A case report of robot-assisted radical nephrectomy and inferior vena cava thrombectomy in a patient with renal cell carcinoma after pembrolizumab and axitinib combination therapy

Affiliations
Case Reports

A case report of robot-assisted radical nephrectomy and inferior vena cava thrombectomy in a patient with renal cell carcinoma after pembrolizumab and axitinib combination therapy

Ryo Shiode et al. Transl Cancer Res. .

Abstract

Background: Robot-assisted surgery is widely performed for renal cell carcinoma (RCC) with inferior vena cava (IVC) tumor thrombi. Although many chemotherapeutic options are available for the treatment of unresectable RCC, there are very few reports on robot-assisted radical nephrectomy (RARN) with inferior vena cava thrombectomy (IVCT) after presurgical treatment with immune checkpoint inhibitors and tyrosine kinase inhibitors. We believe that pre-surgical treatment can provide minimally invasive surgical benefits to high-risk patients during the perioperative period.

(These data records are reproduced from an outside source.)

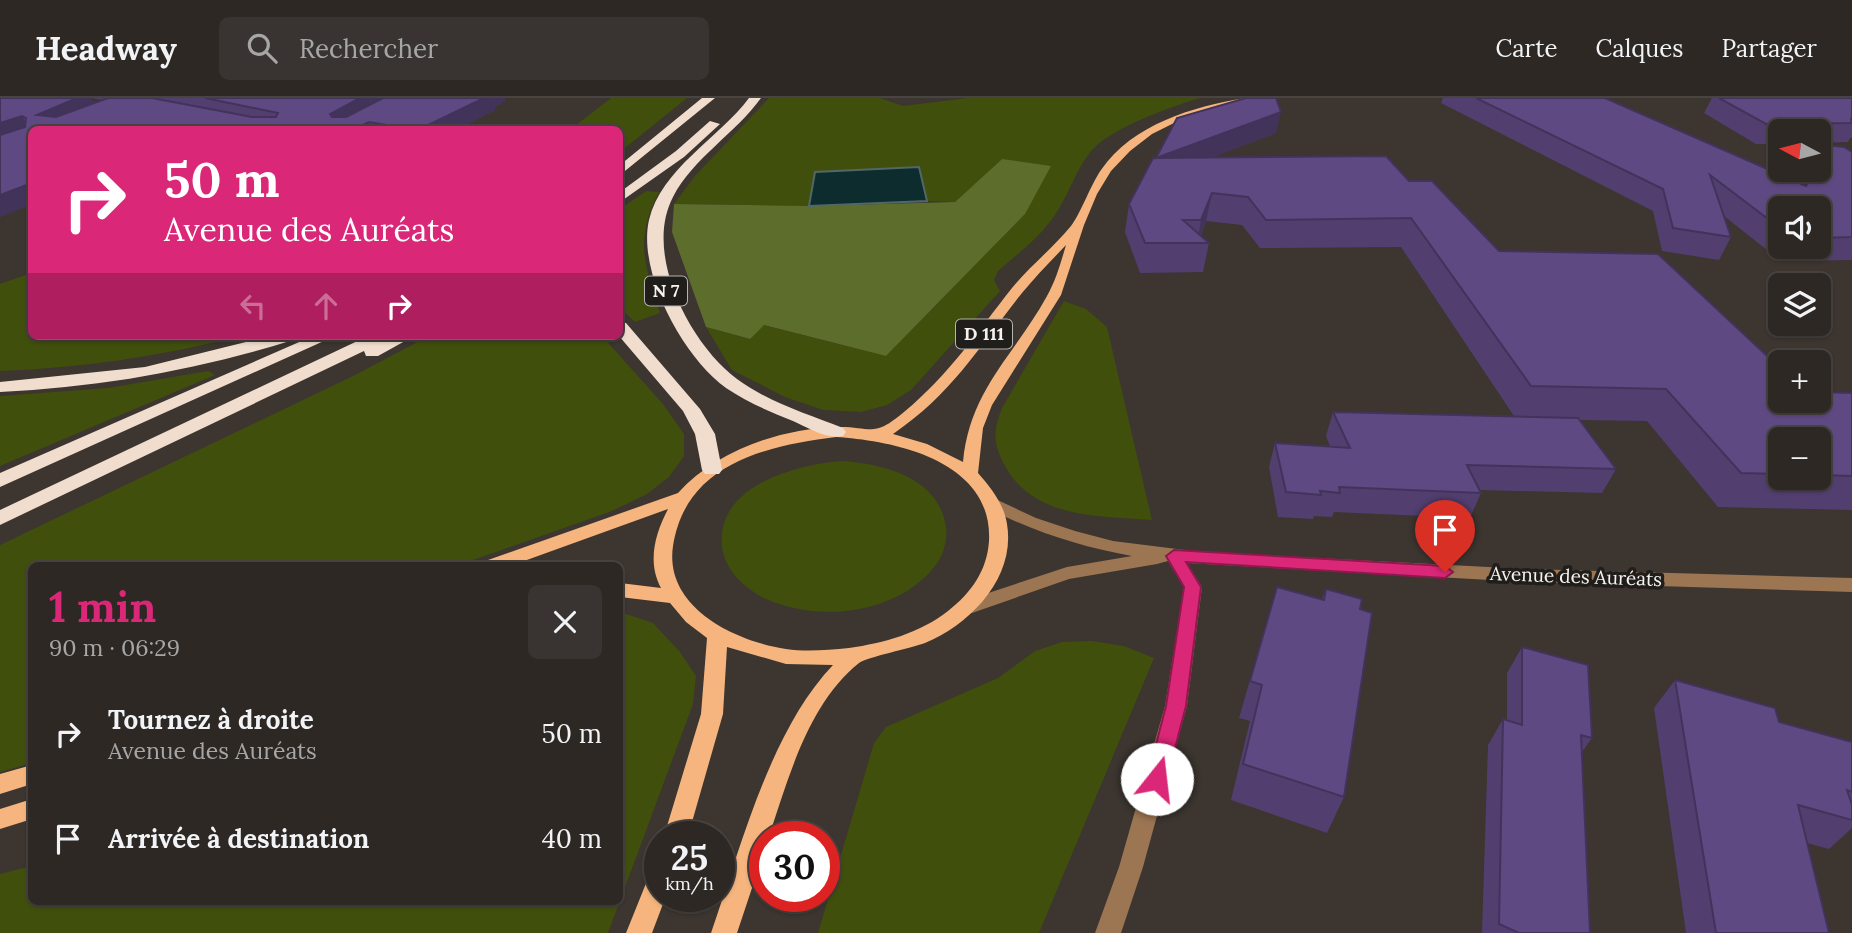 <!DOCTYPE html>
<html lang="fr">
<meta charset="utf-8">
<style>
body{margin:0;font-family:Lora,serif;background:#393431;color:#f1f3f6;height:100vh;display:flex;flex-direction:column;font-size:26px;white-space:nowrap}
*{box-sizing:border-box;margin:0}
p{font-size:23px;color:#a7a6a6}
.icon{flex:none;width:38px;height:38px;fill:none;stroke:currentColor;stroke-width:2;stroke-linecap:round;stroke-linejoin:round}
.map{position:relative;flex:1;overflow:hidden}
.panel{position:absolute;left:28px;top:464px;width:595px;height:343px;display:flex;flex-direction:column;background:#2d2824;border-radius:10px;box-shadow:0 2px 5px #0004,0 0 0 2px #484441}
.panel>*{flex:none}
.hud{position:absolute;left:28px;top:28px;width:595px;height:214px;border-radius:10px;box-shadow:0 2px 5px #0004,0 0 0 2px #484441;background:#db2777;color:#fff;overflow:hidden}
.needle{width:46px;rotate:277deg}
.tools{position:absolute;left:1768px;top:21px;display:grid;gap:14px}
.tools a{display:grid;place-items:center;width:63px;height:63px;border-radius:10px;background:#2d2824;box-shadow:0 2px 5px #0004,0 0 0 2px #484441;font-size:35px}
.speed{position:absolute;left:644px;top:723px;display:flex;gap:14px;font-size:35px;font-weight:700;text-align:center}
.speed>*{display:grid;place-content:center;width:91px;height:91px;border-radius:50%;background:#2d2824;box-shadow:0 2px 5px #0004,0 0 0 2px #484441;line-height:1}
.speed small{font-size:18px;font-weight:400}
.speed .limit{border:10px solid #d22;background:#fff;color:#111}
.pin{position:absolute;display:grid;place-items:center;width:60px;height:60px;color:#fff;margin:-72px -30px;border-radius:50% 50% 50% 0;rotate:-45deg;box-shadow:0 0 7px #0007}
.pin .icon{rotate:45deg}
.me{position:absolute;width:77px;margin:-38px;rotate:16deg;stroke-linejoin:round;filter:drop-shadow(0 0 5px #0008)}
.turn{display:flex;align-items:center;gap:24px;height:147px;padding:0 21px;font-size:32px}
.turn .icon{width:91px;height:91px;stroke-width:2.5}
.turn b{display:block;font-size:49px;line-height:60px}
.lanes{display:flex;align-items:center;height:66px;padding:0 21px;background:#0003;justify-content:center;gap:35px;direction:ltr}
.lanes .off{opacity:.35}
.round{display:grid;place-items:center;flex:none;width:74px;height:74px;border-radius:10px;background:#393431}
.headline{display:flex;align-items:center;justify-content:space-between;height:119px;padding:0 21px}
h1{font-size:42px;font-weight:700;line-height:52px;color:#db2777}
ul{padding:0;list-style:none}
li{display:flex;align-items:center;gap:21px;height:105px;padding:0 21px}
li div{flex:1}
li b{display:block;font-size:26px}
li em{font-style:normal}
header{display:flex;align-items:center;gap:42px;box-sizing:border-box;height:98px;padding:0 35px;background:#2d2824;border-bottom:2px solid #484441}
header strong{font-size:33px}
nav{display:flex;gap:38px;margin-inline-start:auto;font-size:24px}
.search{width:490px;height:63px;background:#393431;display:flex;align-items:center;gap:18px;box-sizing:border-box;padding:0 24px;border-radius:10px;color:#a7a6a6;font-size:26px}
.map>svg:first-child{display:block}
.green{fill:#414f0d}
.forest{fill:#5d6d2b}
.water{fill:#0c2c2e;stroke:#526768;stroke-width:2}
.lines{fill:none;stroke-linecap:round;stroke-linejoin:round}
.minor{fill:#9c7553;fill-rule:evenodd}
.major{fill:#f6b57e;fill-rule:evenodd}
.highway{fill:#f0ddcd;fill-rule:evenodd}
.wall{fill:#523f70;fill-rule:evenodd}
.shaded-wall{fill:#42335b}
.building{fill:#5f4982;stroke:#42335b;stroke-width:2}
.route{fill:#db2777;stroke:#8e194d;stroke-width:2}
.labels{text-anchor:middle;stroke-width:7;stroke-linejoin:round;paint-order:stroke}
.shield{fill:#201e1b;stroke:#b6b2af;stroke-width:2}
.shield-label{font-size:18px;font-weight:bold;fill:#f6f2ef}
.street-label{font-size:19px;fill:#f6f2ef;stroke:#201e1b}
</style>
<header>
<strong>Headway</strong>
<div class="search"><svg class="icon" aria-label="search" viewBox="0 0 24 24"><circle cx="10" cy="10" r="6"/><path d="M15 15l6 6"/></svg>Rechercher</div>
<nav><a>Carte</a><a>Calques</a><a>Partager</a></nav>
</header>
<div class="map">
<svg width="1852" height="835" viewBox="0 0 1852 835">
<rect width="100%" height="100%" fill="#3c3530"/>
<path class="green" d="M611,0h76l-67,54v-22l-49,-1z
M769,0h111l23,8 65,-8h232c-30,9 -86,29 -107,51 -15,17 -21,37 -32,56 -15,28 -40,46 -63,66l-4,9 6,11 -89,99 -24,15 -26,7 -38,-2 -38,-13 -53,-27 -26,-43 43,12 14,-14 123,31 139,-142 -23,-55 -47,43 -28,-1 -8,-33 -104,4 -6,34 -135,-2 21,-28z
M646,93l13,1c-25,47 -14,74 1,121l-25,9 -15,-14v-99z
M31,175l1,63h209c-79,20 -159,32 -241,35v-87z
M1064,203l22,8 21,18 45,193c-53,-4 -120,-1 -148,-56 -11,-21 -11,-33 -2,-56z
M429,238h173l61,68 21,30v22l-15,21 -22,17 -35,17 -153,54h-427l-1,198 -31,9v-227l353,-169z
M208,273l7,4 -215,91v-70l108,-8z
M843,363c42,3 96,17 103,66 2,13 -3,29 -11,39 -38,49 -118,57 -171,32 -20,-10 -39,-28 -42,-51 -7,-62 76,-83 121,-86z
M620,514l33,11 27,29 16,24 -3,28 -85,229h-608v-59l31,-8 1,35h588z
M1092,543l32,5 30,12 -115,275h-221l56,-190 12,-16 112,-49 37,-27 27,-9z"/>
<path class="forest" d="M1002,61l49,7 -26,48 -139,142 -122,-31 -14,14 -44,-12 -34,-95 2,-28 135,2 146,-4z"/>
<path class="water" d="M919,69l8,34 -118,5 6,-34z"/>
<g class="lines">
<path class="minor" d="M991,399l45,21 39,13 38,10 88,11 326,17 325,9v14l-325,-10 -340,-19 15,24 -15,119 -44,161 -22,66h-26l24,-66 46,-161 19,-119 -16,-26 -11,3 -88,15 -97,34h-14l-3,-5 3,-5 109,-36 65,-11c-52,-9 -100,-25 -147,-49l-3,-4 3,-4z"/>
<path class="major" d="M1245,0h22l-64,14 -27,10 -24,12 -22,17 -19,20 -14,23 -13,31 -23,70 -69,110 -9,23 -5,45c13,15 26,31 29,51 9,53 -36,100 -82,119 -14,5 -57,14 -66,20 -51,41 -70,114 -90,173h-4v13l-28,84h-26c30,-86 59,-202 122,-268l-47,-1 -59,-17 -4,67 -35,122h-24l37,-122 6,-76 -21,-16 -16,-19 -50,-6v-14l41,5c-14,-26 -6,-54 7,-79l-155,56h-27l2,-5 190,-67c38,-42 101,-64 158,-66 36,-1 36,12 68,-15 44,-36 74,-81 108,-124 18,-22 41,-40 59,-62 10,-13 19,-40 30,-56 32,-46 91,-63 144,-72zM1066,147c-5,17 -10,35 -19,51 -33,60 -77,93 -84,166l-36,-18 -34,-10c59,-40 86,-87 129,-141 14,-17 29,-32 44,-48zM836,339c62,4 157,25 153,104 -2,30 -18,52 -41,70 -28,22 -64,32 -99,37 -21,2 -43,4 -63,1 -52,-8 -122,-42 -113,-103 4,-24 13,-44 30,-61 35,-33 87,-42 133,-48z
M32,667v19l-32,10v-20z
M32,701v20l-32,10v-20z
M660,770v28h6l-14,37h-26l25,-62z"/>
<path class="highway" d="M702,0h13l-95,77v-10z
M749,0h12c-26,36 -68,60 -88,99 -30,57 17,147 64,182 31,23 70,35 106,49l3,4 -3,4c-16,4 -36,-9 -50,-15 -23,-9 -46,-19 -67,-33 -42,-30 -89,-115 -77,-168 12,-51 70,-82 100,-122z
M710,23l10,3 -36,33 -64,45v-10l56,-41z
M620,224l6,1 74,86 15,25 7,36 -3,4h-14l-3,-4 -7,-36 -12,-23 -64,-75z
M270,238h25l-2,4c-96,30 -192,47 -293,52v-10l145,-15z
M313,238h22l-335,151v-14z
M368,238h46l-36,20h-12l-2,-5 -364,174v-15z"/>
</g>
<path class="wall" d="M0,0h504l1,3 -10,6v3l-39,20h-424v74l-32,13zM91,0l12,2 -9,3z
M1443,0h162l200,87 8,-15h5v-10l9,-15 25,7v108l-71,1 -57,-45 7,21 -12,23 -57,-9 -9,-40 -212,-108zM1780,110h38v39h-38z
M1712,0h140v40h-2l-2,4 -30,1v-12h-38v13h-24l-52,-31z
M1276,35l-66,25 199,23 90,70 281,150 72,-8v117l-134,-3 -71,-86 -67,-1 36,49 -14,24 -122,-3 1,3 -11,25 -136,-6 -2,5 -18,-1 -1,3 -35,-2 -9,-50 6,-24 55,3 -4,-10 7,-24 181,4 -113,-169 -141,1 -18,-23 -36,-4 -5,15 8,7 -6,29 -63,1 -15,-41 4,-28 26,-46zM1780,341h38v39h-38z
M1277,489l45,12 4,-10 34,20 -16,188 -17,36 -96,-33 19,-79 -11,-3z
M1522,549l70,91 -10,14 8,181h-108l6,-188 15,-26 4,2v-48z
M1675,582l104,42 73,20v86l-23,21 -22,-6 22,90h-143l-32,-225z"/>
<path class="shaded-wall" d="M77,0h14l6,10 -49,22 -11,-15z
M360,0h33l-58,31 -5,-15z
M484,0h20l1,3 -10,6v3l-39,20h-40z
M1281,14l-5,21 -124,47 4,-22z
M22,18l9,16 -31,10v-19z
M369,24l2,8h-19z
M32,85v21l-32,13v-22z
M1212,95l-6,28 -8,22h-1l4,-23z"/>
<path class="building" d="M0,0h77l-40,17 19,2 52,-19h44l100,19h24l2,-4 -73,-15h155l-30,16 2,3h14l37,-19h101l-62,30 -6,2 -47,-8 -17,8h-320v53l-32,12v-60l25,-8 1,-9 -4,-2 -22,7z
M1246,0h30l5,14 -125,46 21,-40z
M1476,0h129l201,88 8,-16h4v-8l9,-17 17,2 8,5v85l-34,1v-30h-38v20l-70,-53 21,62 -58,-9 -10,-39z
M1719,0h133v21h-1l1,4 -86,1z
M1386,58l23,25h23l67,70 159,3 122,114v33h38v-9l34,1v83l-34,-1v-36h-38v35l-39,-1 -75,-84 -135,-3 -120,-168 -145,2 -18,-23 -36,-4 -11,27h-18l26,23h-64l-16,-39 24,-46z
M1333,314l245,6 38,51 -149,-4 14,28 -142,-6 1,6 -20,-2 1,4 -35,-3 -11,-49 75,5z
M1277,489l47,13 2,-11 36,10 -2,10 12,4 -28,184 -101,-33 19,-79 -12,-4z
M1522,549l66,18 4,73 -11,-3 9,198h-71l-20,-9 4,-205 19,6z
M1675,582l100,28 4,14 73,20v50l-5,-2 5,15v15l-54,-15 31,128h-113z"/>
<path class="route" d="M1174,452l271,16 8,6 -8,6 -259,-16 15,25 -15,119 -19,73 -3,6 -7,3 -7,-3 -3,-6 19,-73 18,-119 -18,-31z"/>
<g class="labels">
<g class="shield">
<rect x="645" y="178.5" width="42" height="29" rx="5"/>
<rect x="956" y="221.5" width="56" height="29" rx="5"/>
</g>
<g class="shield-label">
<text x="666" y="199">N 7</text>
<text x="984" y="242">D 111</text>
</g>
<g class="street-label">
<text transform="translate(1576 478) rotate(2)" y="7">Avenue des Auréats</text>
</g>
</g>
</svg>
<div class="tools">
<a><svg class="needle" viewBox="-14 -14 28 28"><path d="M0-13l5 13h-10z" fill="#e53935"/><path d="M0 13l5-13h-10z" fill="#a7a6a6"/></svg></a>
<a><svg class="icon" aria-label="sound" viewBox="0 0 24 24"><path d="M4 9h4l5-4v14l-5-4H4zM17 9q2 3 0 6"/></svg></a>
<a><svg class="icon" aria-label="layers" viewBox="0 0 24 24"><path d="M12 4l9 5-9 5-9-5zM3 14l9 5 9-5"/></svg></a>
<a>+</a>
<a>−</a>
</div>
<div class="speed"><div>25<small>km/h</small></div><div class="limit">30</div></div>
<div class="pin" style="left:1445px;top:474px;background:#d93025"><svg class="icon" aria-label="arrive" viewBox="0 0 24 24"><path d="M6 21V4h12l-3 4 3 4H6"/></svg></div>
<svg class="me" style="left:1157px;top:681px" viewBox="-20 -20 40 40"><circle r="19" fill="#fff"/><path d="M0-13L10 11 0 6-10 11z" fill="#db2777"/></svg>
<div class="hud">
<div class="turn"><svg class="icon" aria-label="right" viewBox="0 0 24 24"><path d="M7 20v-9h11M14 6l5 5-5 5"/></svg><div><b>50 m</b>Avenue des Auréats</div></div>
<div class="lanes"><svg class="icon off" aria-label="left" viewBox="0 0 24 24"><path d="M17 20v-9H6M10 6l-5 5 5 5"/></svg><svg class="icon off" aria-label="ahead" viewBox="0 0 24 24"><path d="M12 20V5M6 11l6-6 6 6"/></svg><svg class="icon" aria-label="right" viewBox="0 0 24 24"><path d="M7 20v-9h11M14 6l5 5-5 5"/></svg></div>
</div>
<section class="panel">
<div class="headline"><div><h1>1 min</h1><p>90 m · 06:29</p></div><a class="round"><svg class="icon" aria-label="close" viewBox="0 0 24 24"><path d="M6 6l12 12M18 6L6 18"/></svg></a></div>
<ul>
<li><svg class="icon" aria-label="right" viewBox="0 0 24 24"><path d="M7 20v-9h11M14 6l5 5-5 5"/></svg><div><b>Tournez à droite</b><p>Avenue des Auréats</p></div><em>50 m</em></li>
<li><svg class="icon" aria-label="arrive" viewBox="0 0 24 24"><path d="M6 21V4h12l-3 4 3 4H6"/></svg><div><b>Arrivée à destination</b></div><em>40 m</em></li>
</ul>
</section>
</div>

Case description: A 77-year-old male with right RCC that invaded the IVC (cT3bN0M0, Mayo classification level III) underwent pembrolizumab and axitinib combination therapy because he had high surgical risk due to angina pectoris. The level of the tumor thrombus decreased from level III to II, and RARN with IVCT was then performed. Surgery was performed without complications, and the patient was discharged on postoperative day seven. The pathological diagnosis was clear cell RCC (ypT3b, G2). Adjuvant chemotherapy using pembrolizumab monotherapy is still ongoing.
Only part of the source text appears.